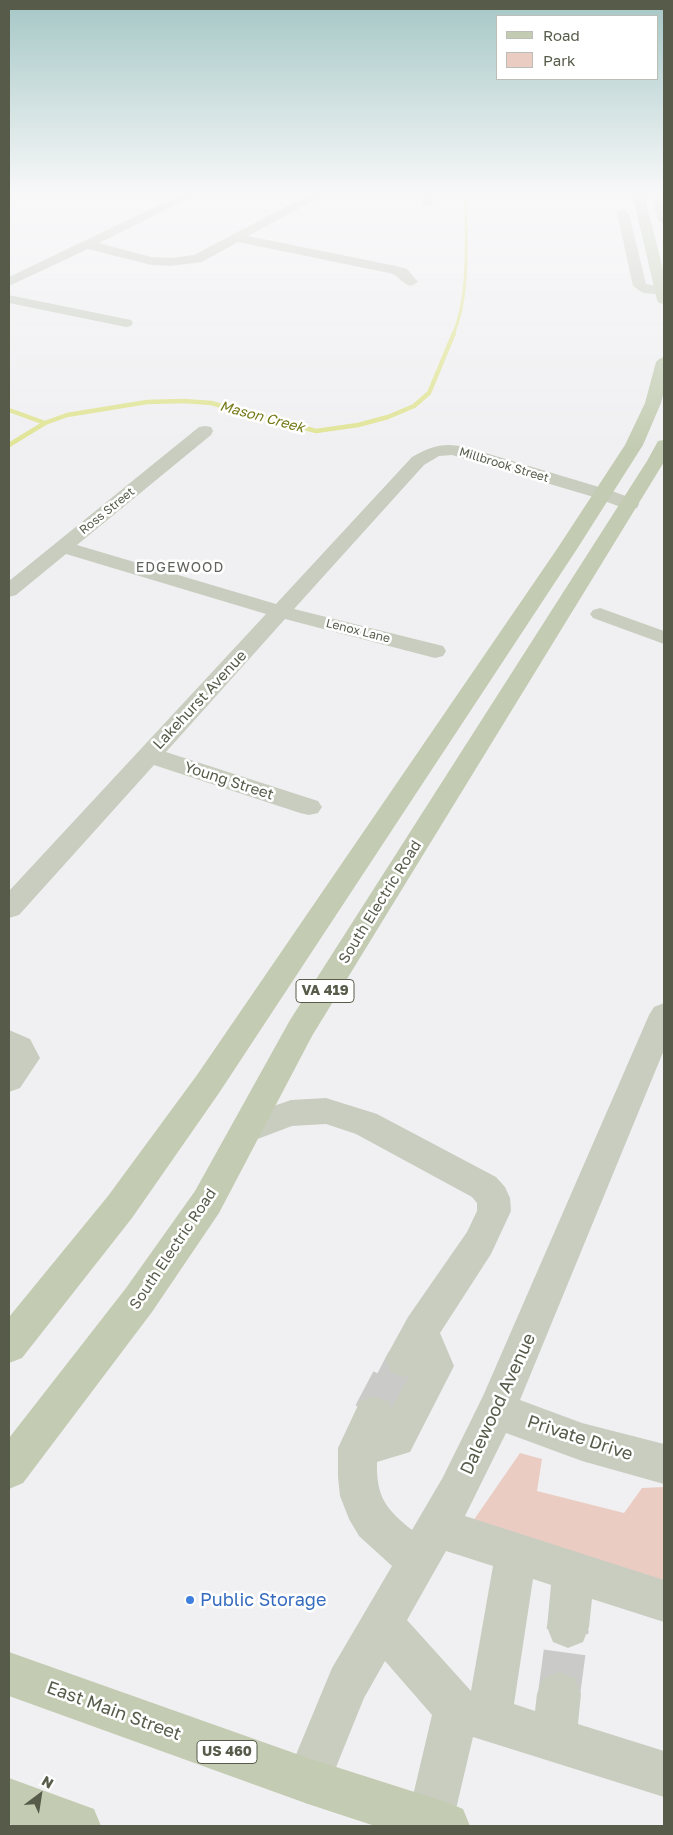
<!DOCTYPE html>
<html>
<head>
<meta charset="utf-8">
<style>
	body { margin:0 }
	#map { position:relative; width:673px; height:1835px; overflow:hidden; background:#f0f0f2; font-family:"Golos Text",sans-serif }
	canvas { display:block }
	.frame { position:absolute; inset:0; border:10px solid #565b4a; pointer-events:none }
	.legend { position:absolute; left:496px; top:15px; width:162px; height:65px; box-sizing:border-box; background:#fff; border:1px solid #bbbdb7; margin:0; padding:6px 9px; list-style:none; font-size:15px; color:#565b4a }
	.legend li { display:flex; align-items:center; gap:10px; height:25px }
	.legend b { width:25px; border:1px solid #bbbdb7 }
	.north { position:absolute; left:15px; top:1770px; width:50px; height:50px; -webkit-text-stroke:4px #fff; paint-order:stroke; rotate:31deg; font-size:14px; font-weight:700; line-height:20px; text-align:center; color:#565b4a }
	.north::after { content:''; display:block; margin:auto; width:18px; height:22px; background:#565b4a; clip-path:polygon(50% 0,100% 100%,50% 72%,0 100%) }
</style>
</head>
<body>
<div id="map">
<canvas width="673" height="1835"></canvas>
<div class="frame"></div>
<ul class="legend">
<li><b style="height:6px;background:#c3ccb2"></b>Road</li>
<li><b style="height:14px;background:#ebccc3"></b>Park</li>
</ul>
<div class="north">N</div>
</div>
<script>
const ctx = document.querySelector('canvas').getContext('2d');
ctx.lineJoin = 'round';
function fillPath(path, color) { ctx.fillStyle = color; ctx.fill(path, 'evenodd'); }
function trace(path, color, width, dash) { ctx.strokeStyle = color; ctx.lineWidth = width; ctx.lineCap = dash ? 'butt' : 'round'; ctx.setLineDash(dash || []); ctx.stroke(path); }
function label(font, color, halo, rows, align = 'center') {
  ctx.font = font + ' "Golos Text",sans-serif'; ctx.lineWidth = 5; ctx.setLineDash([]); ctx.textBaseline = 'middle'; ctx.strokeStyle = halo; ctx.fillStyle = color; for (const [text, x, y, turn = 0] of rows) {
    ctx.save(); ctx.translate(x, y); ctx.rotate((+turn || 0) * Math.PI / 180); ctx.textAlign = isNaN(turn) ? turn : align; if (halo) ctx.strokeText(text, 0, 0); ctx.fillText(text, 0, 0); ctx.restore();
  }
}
const green = new Path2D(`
	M520,1453L542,1459L537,1491L624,1513L642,1488L664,1487V1584L473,1521Z`);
const streamFar1 = new Path2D(`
	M453,335C471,293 465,238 466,193`);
const stream = new Path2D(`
	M9,410L45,423
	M9,445L45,423L67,415L147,402L184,401L211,403L316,431L358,425L388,417L414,406L429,393L454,333`);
const minorTunnelFar1 = new Path2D(`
	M392,1382L404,1359`);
const minorTunnel = new Path2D(`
	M374,1415L392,1381
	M559,1694L568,1627`);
const minor = new Path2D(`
	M184,193H199L99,243L151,257L171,258L194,255L312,193H326L324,195L248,236L396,266L407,269L418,282L411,286C402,284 399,275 389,273L238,242L202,262L171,266L151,265L88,249L9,286V277Z
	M420,193H432L433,203L431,206H423Z
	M623,209L629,213L646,284L664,287V295L643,293L633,286L617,213Z
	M9,295L126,319L131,320L133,323L131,326L126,327L9,303Z
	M205,426L211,427L213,431L211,435L77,545L276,604L412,457C433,445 445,442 469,448L609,490L637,500L639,504L637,508L630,510L623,508L597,498L452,455L439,456L424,465L294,609L443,646L446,651L443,656L435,658L285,619L166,752L318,801L322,807L318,813L309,815L300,813L154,765L19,915L9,918V891L266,614L66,554L16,595L9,597V581L199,427Z
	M600,608L664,631V644L593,618L590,614L593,610Z
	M664,1003V1050L520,1400L582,1423L664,1444V1484L582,1461L506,1433L465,1516L664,1580V1622L592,1599L589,1627L583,1642L568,1648L553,1642L547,1627L551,1585L533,1579L514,1704L535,1711L537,1694L543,1678L559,1672L575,1678L581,1694L578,1724L664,1751V1797L473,1737L452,1826H410L407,1821L432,1715L385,1661L364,1698L324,1797L308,1804L292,1797L285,1781L332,1668L392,1566L359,1536L349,1519L340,1496L338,1477V1448L360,1401L374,1396L388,1401L391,1409L410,1375L404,1377L391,1372L385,1359L408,1317L467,1232L477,1211V1203L472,1197L356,1134L326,1124L292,1126L247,1143L236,1139L231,1129L236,1119L291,1100L326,1098L377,1114L496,1177L505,1187L510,1198L511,1211L491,1254L440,1333L454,1366L410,1452L377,1462C376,1497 386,1509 412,1530L443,1477L483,1396L649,1015L654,1007ZM446,1551L493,1566L471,1691L407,1620Z
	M9,1030L30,1039L40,1058L20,1088L9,1092Z`);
const major = new Path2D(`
	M635,193H647V206L664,273V304L659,303L657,300L635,206Z
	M654,193H664V224L658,220L654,204Z
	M664,357V391L661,403L643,445L577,549L219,1093L132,1218L22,1358L9,1363V1317L108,1196L197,1075L557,549L625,445L645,403L656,362L659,359Z
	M664,440V462L312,1036L219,1213L152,1312L23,1483L9,1489V1438L126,1288L195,1191L290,1020L647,461L658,441Z
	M9,1652L308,1758L446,1802L463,1809L470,1826H375L308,1804L9,1696Z
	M9,1778L94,1809L101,1826H14L9,1824Z`);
const markers = [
	[190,1600,5,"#3f7fe0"]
];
const farStreetnames = [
	["Millbrook Street",504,465,17],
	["Ross Street",107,511,-39],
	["Lenox Lane",358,631,14]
];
const farWaternames = [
	["Mason Creek",262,417,15]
];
const farNeighbourhoodnames = [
	["EDGEWOOD",180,568]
];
const shields = [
	[325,991,58],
	[227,1752,60]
];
const shieldNames = [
	["VA 419",325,991],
	["US 460",227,1752]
];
const streetNames = [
	["Lakehurst Avenue",200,700,-47],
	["Young Street",229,781,18],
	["South Electric Road",380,902,-58],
	["South Electric Road",173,1249,-56]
];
const nearStreetnames = [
	["Dalewood Avenue",498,1404,-65],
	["Private Drive",580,1438,18],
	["East Main Street",114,1711,20]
];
const nearShopnames = [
	["Public Storage",200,1600]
];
fillPath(green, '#ebccc3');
trace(streamFar1, '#e0e494', 3);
trace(stream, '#e0e494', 4.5);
trace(minorTunnelFar1, '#cacbc8', 34, [34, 17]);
trace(minorTunnel, '#cacbc8', 42, [42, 21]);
fillPath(minor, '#c9cdc0');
fillPath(major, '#c3ccb2');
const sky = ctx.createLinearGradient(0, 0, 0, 450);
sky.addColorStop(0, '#a5c7c6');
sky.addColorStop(0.43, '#f8f8f9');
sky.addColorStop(1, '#f8f8f900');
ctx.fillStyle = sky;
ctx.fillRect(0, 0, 673, 450);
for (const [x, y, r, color] of markers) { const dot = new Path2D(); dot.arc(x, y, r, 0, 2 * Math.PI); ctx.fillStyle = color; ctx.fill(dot); trace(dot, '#fff', 2); }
label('12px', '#565b4a', '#fff', farStreetnames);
label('italic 14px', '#767a18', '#fff', farWaternames);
ctx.letterSpacing = '1px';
label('14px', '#61645d', '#fff', farNeighbourhoodnames);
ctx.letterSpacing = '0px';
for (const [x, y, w] of shields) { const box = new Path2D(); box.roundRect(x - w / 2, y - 11.5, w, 23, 4); ctx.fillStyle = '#fff'; ctx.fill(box); trace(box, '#565b4a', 1); }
label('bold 14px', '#565b4a', null, shieldNames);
label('15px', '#565b4a', '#fff', streetNames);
label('18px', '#565b4a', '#fff', nearStreetnames);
label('18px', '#366cbe', '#fff', nearShopnames, 'left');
</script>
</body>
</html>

- **WHAT YOU HAVE TO DO**
Across all the material above, work out how many lines hold the word "addColorStop", and answer with that number only.

- **COMPLETED TASK**
3